== Source records ==

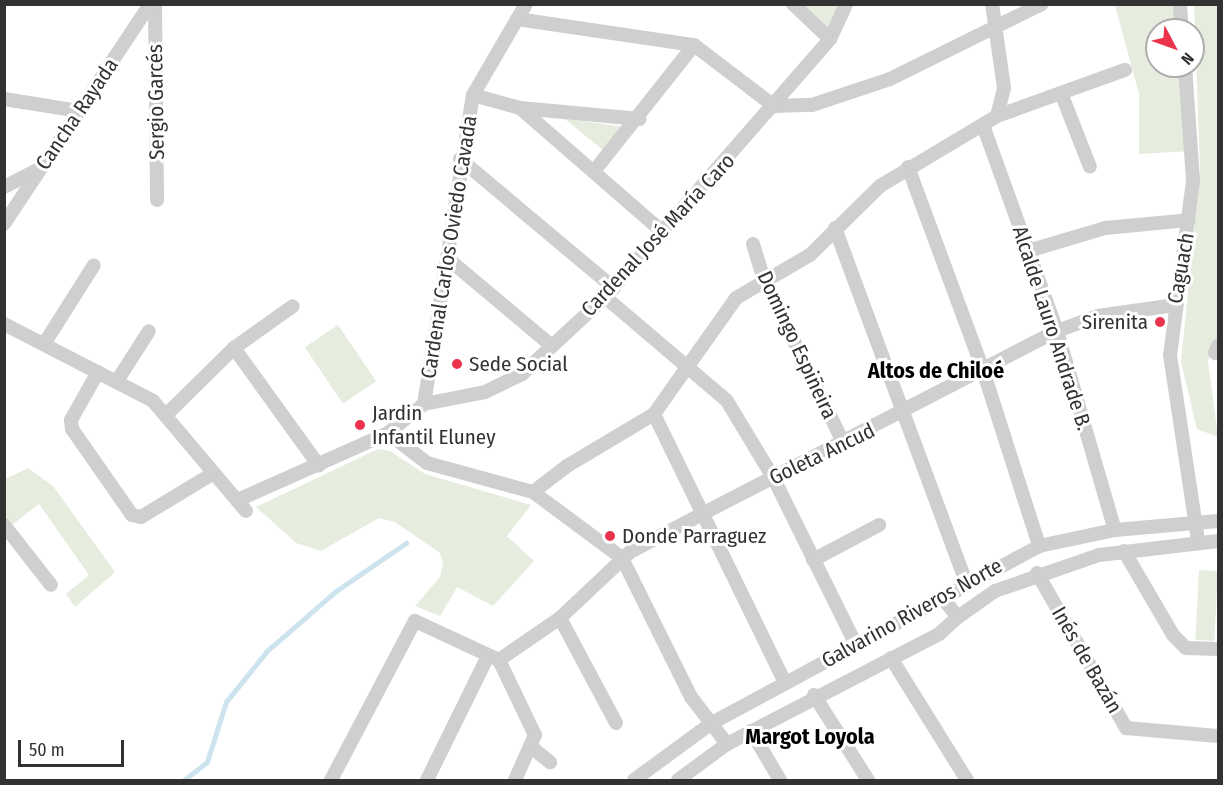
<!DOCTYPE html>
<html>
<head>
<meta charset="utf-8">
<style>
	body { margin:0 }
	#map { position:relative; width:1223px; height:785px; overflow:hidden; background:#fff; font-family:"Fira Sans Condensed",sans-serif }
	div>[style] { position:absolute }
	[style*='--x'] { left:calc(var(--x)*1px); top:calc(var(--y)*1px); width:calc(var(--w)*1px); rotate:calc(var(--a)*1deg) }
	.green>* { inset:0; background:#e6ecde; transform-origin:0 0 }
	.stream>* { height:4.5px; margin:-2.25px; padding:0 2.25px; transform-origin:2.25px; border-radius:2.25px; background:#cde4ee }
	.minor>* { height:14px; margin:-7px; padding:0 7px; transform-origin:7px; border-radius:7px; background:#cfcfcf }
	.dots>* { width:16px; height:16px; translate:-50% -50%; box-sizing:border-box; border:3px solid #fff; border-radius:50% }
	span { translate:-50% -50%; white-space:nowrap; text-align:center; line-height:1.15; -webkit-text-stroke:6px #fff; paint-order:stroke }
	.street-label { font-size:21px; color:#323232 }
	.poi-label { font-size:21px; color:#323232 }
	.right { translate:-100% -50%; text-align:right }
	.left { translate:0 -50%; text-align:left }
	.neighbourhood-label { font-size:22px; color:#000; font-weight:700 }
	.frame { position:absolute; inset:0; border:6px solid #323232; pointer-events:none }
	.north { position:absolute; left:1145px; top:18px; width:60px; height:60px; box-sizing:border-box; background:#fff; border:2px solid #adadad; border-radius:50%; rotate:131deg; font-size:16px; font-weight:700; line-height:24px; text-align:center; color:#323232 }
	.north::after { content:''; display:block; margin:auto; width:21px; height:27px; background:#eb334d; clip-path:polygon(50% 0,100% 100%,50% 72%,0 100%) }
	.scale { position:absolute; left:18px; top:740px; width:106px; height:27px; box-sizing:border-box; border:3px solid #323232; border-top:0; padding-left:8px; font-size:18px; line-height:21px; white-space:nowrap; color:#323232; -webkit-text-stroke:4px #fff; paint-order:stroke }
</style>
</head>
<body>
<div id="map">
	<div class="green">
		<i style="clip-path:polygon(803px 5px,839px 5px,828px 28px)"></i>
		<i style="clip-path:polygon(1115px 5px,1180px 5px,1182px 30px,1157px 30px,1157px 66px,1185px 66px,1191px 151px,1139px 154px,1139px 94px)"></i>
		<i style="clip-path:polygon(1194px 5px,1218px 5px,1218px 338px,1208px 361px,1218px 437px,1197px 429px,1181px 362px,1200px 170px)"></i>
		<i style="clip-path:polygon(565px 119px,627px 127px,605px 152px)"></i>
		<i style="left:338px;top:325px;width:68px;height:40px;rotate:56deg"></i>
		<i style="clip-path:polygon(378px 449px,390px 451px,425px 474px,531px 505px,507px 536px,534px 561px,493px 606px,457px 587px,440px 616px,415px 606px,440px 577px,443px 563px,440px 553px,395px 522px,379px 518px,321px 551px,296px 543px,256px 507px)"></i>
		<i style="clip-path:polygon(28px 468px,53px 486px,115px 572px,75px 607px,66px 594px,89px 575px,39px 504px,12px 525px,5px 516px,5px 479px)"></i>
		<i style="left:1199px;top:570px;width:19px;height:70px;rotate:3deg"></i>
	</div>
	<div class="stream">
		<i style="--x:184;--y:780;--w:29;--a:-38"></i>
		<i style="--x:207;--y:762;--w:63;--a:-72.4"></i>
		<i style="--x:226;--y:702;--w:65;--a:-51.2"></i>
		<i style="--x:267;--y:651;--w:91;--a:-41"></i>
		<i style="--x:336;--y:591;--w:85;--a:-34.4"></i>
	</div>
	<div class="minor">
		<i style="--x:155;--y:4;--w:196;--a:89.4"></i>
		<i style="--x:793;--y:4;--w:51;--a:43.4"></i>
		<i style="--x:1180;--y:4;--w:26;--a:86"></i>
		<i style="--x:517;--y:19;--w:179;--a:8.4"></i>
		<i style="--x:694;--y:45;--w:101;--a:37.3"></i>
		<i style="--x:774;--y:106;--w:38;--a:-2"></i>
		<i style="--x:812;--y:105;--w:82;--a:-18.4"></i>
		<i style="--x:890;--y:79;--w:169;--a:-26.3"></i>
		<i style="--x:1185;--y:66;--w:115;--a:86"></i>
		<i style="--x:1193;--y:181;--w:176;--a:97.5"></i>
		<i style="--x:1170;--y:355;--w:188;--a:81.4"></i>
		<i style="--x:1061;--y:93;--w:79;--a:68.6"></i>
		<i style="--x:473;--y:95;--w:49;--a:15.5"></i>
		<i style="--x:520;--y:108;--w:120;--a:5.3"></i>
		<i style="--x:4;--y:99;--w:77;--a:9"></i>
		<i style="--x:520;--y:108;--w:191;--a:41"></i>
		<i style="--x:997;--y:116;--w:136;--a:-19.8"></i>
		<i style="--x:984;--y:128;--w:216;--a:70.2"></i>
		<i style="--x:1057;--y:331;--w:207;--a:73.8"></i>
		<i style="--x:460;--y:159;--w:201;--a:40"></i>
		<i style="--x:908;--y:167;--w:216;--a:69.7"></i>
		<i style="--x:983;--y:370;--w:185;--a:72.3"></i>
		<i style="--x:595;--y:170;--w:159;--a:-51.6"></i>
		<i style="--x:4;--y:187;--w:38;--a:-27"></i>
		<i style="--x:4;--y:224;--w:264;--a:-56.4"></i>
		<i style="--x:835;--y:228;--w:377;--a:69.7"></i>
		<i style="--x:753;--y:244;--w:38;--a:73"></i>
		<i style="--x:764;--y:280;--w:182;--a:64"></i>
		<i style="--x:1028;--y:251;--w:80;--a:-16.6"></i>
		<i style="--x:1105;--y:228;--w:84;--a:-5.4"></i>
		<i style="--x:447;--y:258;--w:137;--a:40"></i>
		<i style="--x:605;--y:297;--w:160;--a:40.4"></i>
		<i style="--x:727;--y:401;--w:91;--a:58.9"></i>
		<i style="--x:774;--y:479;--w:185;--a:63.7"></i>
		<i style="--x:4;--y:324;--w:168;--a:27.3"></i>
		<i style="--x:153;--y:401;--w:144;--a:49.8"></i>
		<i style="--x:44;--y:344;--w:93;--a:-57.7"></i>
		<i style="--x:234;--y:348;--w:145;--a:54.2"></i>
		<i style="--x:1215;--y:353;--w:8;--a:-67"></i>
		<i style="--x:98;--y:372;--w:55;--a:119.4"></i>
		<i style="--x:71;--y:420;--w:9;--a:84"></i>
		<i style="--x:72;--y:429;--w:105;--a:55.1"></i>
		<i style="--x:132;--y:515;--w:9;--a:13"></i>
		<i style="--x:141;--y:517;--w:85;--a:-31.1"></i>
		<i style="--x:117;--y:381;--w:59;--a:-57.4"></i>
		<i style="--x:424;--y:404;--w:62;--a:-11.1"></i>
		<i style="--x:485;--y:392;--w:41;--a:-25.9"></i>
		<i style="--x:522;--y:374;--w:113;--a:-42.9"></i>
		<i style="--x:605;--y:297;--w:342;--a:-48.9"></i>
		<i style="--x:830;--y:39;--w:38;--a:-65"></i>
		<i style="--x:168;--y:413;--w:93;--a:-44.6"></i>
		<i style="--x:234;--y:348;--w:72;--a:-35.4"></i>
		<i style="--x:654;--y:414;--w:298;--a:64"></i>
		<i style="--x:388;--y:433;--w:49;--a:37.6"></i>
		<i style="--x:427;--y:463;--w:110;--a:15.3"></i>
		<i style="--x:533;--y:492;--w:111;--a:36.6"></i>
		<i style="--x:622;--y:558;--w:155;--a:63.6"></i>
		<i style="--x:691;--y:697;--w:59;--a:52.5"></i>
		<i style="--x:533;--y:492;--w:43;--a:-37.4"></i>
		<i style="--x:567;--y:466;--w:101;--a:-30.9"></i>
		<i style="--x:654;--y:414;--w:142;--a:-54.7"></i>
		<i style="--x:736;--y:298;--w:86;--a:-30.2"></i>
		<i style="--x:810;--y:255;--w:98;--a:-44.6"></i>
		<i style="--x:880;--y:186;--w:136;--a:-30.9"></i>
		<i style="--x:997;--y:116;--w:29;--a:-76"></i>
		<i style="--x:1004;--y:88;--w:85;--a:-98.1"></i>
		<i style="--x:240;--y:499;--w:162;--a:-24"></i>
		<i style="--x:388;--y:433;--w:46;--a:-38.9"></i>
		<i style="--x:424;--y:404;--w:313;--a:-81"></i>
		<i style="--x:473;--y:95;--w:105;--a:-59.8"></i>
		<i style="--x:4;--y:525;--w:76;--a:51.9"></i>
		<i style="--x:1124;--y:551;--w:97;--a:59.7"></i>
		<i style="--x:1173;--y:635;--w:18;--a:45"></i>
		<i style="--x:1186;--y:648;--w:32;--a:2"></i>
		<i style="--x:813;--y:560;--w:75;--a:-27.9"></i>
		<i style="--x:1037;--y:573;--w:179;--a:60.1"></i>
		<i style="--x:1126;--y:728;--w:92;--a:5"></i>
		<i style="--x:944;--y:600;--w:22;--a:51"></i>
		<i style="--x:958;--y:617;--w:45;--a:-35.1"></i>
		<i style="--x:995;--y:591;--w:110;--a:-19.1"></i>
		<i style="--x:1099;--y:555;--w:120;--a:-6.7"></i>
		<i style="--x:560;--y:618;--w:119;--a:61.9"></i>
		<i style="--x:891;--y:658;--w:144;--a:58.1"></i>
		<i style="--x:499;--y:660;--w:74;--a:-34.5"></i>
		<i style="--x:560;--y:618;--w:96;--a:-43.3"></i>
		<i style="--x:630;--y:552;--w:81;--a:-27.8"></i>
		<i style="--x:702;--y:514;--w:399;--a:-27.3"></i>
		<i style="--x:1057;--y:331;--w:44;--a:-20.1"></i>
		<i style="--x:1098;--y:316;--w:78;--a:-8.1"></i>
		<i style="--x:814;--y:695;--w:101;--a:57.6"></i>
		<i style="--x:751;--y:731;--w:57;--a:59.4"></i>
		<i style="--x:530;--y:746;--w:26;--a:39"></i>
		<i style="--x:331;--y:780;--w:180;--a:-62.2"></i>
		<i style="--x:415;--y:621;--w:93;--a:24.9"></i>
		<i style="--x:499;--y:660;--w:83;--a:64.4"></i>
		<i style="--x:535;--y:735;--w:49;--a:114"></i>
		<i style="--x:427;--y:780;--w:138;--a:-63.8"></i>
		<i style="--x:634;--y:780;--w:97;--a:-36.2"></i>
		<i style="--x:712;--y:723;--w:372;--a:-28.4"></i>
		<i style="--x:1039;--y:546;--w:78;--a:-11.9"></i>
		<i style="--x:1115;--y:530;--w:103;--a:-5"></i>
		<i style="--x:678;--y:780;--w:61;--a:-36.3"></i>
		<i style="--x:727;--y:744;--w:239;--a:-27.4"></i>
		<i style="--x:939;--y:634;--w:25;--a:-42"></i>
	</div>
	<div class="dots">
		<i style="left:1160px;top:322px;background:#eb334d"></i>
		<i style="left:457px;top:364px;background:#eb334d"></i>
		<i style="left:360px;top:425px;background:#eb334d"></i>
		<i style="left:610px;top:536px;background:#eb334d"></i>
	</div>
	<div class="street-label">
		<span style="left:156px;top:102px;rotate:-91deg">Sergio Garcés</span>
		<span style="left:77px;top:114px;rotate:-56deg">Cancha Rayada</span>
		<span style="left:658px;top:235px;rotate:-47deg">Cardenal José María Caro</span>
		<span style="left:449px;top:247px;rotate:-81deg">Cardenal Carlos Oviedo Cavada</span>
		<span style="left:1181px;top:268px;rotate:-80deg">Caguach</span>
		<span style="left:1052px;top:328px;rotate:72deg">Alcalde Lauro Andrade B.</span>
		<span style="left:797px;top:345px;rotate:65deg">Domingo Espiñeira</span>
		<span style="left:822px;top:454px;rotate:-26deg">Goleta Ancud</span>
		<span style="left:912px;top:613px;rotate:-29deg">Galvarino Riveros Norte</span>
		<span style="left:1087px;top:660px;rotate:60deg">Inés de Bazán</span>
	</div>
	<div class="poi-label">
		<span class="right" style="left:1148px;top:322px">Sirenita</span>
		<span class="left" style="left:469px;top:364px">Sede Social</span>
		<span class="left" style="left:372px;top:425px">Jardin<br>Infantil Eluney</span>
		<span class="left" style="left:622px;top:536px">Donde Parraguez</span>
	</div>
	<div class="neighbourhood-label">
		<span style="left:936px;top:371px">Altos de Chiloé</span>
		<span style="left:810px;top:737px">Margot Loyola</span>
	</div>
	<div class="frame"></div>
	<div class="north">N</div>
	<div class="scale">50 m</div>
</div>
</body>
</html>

===
== Source records ==

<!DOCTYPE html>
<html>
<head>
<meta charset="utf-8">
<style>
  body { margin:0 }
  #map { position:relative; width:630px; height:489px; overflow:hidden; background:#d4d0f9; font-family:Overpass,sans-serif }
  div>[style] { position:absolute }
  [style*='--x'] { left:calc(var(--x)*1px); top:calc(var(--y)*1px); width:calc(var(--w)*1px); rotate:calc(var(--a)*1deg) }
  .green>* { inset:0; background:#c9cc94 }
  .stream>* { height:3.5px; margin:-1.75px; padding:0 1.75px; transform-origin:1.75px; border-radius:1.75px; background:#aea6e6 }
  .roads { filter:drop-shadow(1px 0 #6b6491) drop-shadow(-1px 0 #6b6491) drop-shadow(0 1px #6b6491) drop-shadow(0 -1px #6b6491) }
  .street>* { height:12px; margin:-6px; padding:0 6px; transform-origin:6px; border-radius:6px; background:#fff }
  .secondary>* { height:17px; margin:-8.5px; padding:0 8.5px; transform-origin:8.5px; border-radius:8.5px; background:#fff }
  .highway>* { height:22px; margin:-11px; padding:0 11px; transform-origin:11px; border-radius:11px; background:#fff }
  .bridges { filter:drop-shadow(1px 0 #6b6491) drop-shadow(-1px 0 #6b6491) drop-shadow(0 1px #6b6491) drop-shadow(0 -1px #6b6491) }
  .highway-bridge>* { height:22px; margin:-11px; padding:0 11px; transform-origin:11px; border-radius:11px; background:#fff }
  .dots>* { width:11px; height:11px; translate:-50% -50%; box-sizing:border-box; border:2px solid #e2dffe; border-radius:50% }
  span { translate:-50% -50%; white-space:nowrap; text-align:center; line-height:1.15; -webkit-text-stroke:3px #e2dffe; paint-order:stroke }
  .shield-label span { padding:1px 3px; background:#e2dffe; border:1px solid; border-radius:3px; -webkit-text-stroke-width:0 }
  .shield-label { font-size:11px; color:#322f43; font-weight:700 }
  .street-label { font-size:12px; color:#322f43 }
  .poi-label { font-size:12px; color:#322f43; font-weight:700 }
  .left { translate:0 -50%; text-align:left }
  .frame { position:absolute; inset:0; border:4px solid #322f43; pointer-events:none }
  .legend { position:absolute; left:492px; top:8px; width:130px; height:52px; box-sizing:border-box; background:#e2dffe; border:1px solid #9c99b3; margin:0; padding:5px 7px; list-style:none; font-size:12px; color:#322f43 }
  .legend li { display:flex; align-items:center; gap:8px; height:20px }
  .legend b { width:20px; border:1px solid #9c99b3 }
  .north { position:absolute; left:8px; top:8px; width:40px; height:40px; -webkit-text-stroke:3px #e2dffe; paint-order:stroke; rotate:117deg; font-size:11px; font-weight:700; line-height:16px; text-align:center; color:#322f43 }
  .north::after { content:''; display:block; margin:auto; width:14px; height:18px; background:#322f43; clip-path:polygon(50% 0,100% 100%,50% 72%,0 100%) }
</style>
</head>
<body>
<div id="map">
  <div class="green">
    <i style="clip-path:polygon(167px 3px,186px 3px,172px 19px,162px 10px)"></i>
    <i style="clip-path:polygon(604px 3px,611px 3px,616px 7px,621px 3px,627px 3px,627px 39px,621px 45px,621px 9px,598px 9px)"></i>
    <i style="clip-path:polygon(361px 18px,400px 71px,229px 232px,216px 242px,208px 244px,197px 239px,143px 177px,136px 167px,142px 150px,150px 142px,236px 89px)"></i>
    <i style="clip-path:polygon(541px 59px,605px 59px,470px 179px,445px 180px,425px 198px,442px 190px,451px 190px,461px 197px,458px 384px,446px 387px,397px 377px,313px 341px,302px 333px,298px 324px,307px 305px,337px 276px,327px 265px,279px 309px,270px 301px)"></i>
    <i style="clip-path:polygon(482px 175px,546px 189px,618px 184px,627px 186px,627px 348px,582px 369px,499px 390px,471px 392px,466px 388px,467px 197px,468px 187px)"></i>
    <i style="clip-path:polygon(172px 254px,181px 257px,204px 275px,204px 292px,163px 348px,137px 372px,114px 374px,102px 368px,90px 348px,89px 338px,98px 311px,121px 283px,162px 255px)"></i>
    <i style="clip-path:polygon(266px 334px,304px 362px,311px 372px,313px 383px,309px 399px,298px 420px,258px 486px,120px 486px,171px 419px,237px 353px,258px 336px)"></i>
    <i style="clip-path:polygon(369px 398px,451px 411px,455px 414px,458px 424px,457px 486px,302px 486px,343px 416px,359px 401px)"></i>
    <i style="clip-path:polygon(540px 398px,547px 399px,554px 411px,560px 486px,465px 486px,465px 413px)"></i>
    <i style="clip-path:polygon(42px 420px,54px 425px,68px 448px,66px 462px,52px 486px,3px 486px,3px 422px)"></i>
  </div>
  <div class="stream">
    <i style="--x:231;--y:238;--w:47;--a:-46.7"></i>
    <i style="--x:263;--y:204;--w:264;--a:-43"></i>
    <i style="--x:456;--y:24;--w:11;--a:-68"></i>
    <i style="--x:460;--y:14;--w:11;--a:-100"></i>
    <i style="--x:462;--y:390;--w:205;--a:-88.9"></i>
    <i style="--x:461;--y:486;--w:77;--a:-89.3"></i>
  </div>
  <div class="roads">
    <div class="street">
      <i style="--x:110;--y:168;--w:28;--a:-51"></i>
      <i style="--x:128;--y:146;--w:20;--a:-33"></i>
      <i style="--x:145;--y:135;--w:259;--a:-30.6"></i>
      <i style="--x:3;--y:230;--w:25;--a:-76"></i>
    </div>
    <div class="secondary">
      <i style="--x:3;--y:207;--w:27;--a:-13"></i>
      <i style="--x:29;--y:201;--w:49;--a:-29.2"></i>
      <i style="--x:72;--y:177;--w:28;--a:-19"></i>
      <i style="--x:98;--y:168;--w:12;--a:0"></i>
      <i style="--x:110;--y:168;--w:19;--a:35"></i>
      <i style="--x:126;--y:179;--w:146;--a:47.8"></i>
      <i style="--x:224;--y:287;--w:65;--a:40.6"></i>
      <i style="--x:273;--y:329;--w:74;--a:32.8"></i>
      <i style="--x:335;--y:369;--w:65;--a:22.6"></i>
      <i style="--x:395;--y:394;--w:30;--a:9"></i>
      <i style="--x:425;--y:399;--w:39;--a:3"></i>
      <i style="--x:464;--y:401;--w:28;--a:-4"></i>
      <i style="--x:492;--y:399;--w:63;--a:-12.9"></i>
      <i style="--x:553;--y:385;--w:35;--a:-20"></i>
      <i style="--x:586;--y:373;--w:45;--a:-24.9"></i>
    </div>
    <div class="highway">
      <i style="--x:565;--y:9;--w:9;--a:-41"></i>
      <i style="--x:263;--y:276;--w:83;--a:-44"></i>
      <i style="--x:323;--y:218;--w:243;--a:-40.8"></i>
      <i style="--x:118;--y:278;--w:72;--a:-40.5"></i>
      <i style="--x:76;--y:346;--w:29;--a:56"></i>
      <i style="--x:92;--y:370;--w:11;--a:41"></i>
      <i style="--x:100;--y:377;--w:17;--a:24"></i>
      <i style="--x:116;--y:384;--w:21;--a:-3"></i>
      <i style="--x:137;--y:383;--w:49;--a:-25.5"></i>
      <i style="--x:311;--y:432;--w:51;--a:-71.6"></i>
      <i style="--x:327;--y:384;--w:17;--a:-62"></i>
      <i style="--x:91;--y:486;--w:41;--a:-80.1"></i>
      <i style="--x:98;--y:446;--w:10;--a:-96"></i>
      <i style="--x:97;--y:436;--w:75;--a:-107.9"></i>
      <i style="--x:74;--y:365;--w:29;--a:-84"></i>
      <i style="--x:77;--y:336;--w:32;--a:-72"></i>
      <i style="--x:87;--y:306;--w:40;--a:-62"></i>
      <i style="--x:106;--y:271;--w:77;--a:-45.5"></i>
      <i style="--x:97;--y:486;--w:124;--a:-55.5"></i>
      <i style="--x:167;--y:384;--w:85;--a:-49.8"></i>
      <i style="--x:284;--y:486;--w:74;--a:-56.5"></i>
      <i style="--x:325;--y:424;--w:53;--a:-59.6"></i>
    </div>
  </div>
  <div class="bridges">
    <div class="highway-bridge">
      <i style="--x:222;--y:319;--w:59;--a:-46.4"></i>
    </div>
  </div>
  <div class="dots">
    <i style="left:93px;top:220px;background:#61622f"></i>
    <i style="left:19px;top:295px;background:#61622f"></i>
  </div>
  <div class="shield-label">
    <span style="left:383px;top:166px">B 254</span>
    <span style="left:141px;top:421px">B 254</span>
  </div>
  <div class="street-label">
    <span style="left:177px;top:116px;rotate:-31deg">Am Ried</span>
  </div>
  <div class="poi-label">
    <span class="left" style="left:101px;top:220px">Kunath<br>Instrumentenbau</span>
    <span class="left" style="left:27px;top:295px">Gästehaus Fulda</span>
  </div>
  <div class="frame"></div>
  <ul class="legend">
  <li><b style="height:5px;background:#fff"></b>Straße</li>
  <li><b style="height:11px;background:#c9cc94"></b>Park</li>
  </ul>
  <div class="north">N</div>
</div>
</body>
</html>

===

Task description> Only the lines above starting with the one with "translate:-100% -50%; text-align:right" and going through the one with "position:absolute; left:1145px; top:18px;" are to be copied, word for word and with both ends kept.

Output of the exercise>
	.right { translate:-100% -50%; text-align:right }
	.left { translate:0 -50%; text-align:left }
	.neighbourhood-label { font-size:22px; color:#000; font-weight:700 }
	.frame { position:absolute; inset:0; border:6px solid #323232; pointer-events:none }
	.north { position:absolute; left:1145px; top:18px; width:60px; height:60px; box-sizing:border-box; background:#fff; border:2px solid #adadad; border-radius:50%; rotate:131deg; font-size:16px; font-weight:700; line-height:24px; text-align:center; color:#323232 }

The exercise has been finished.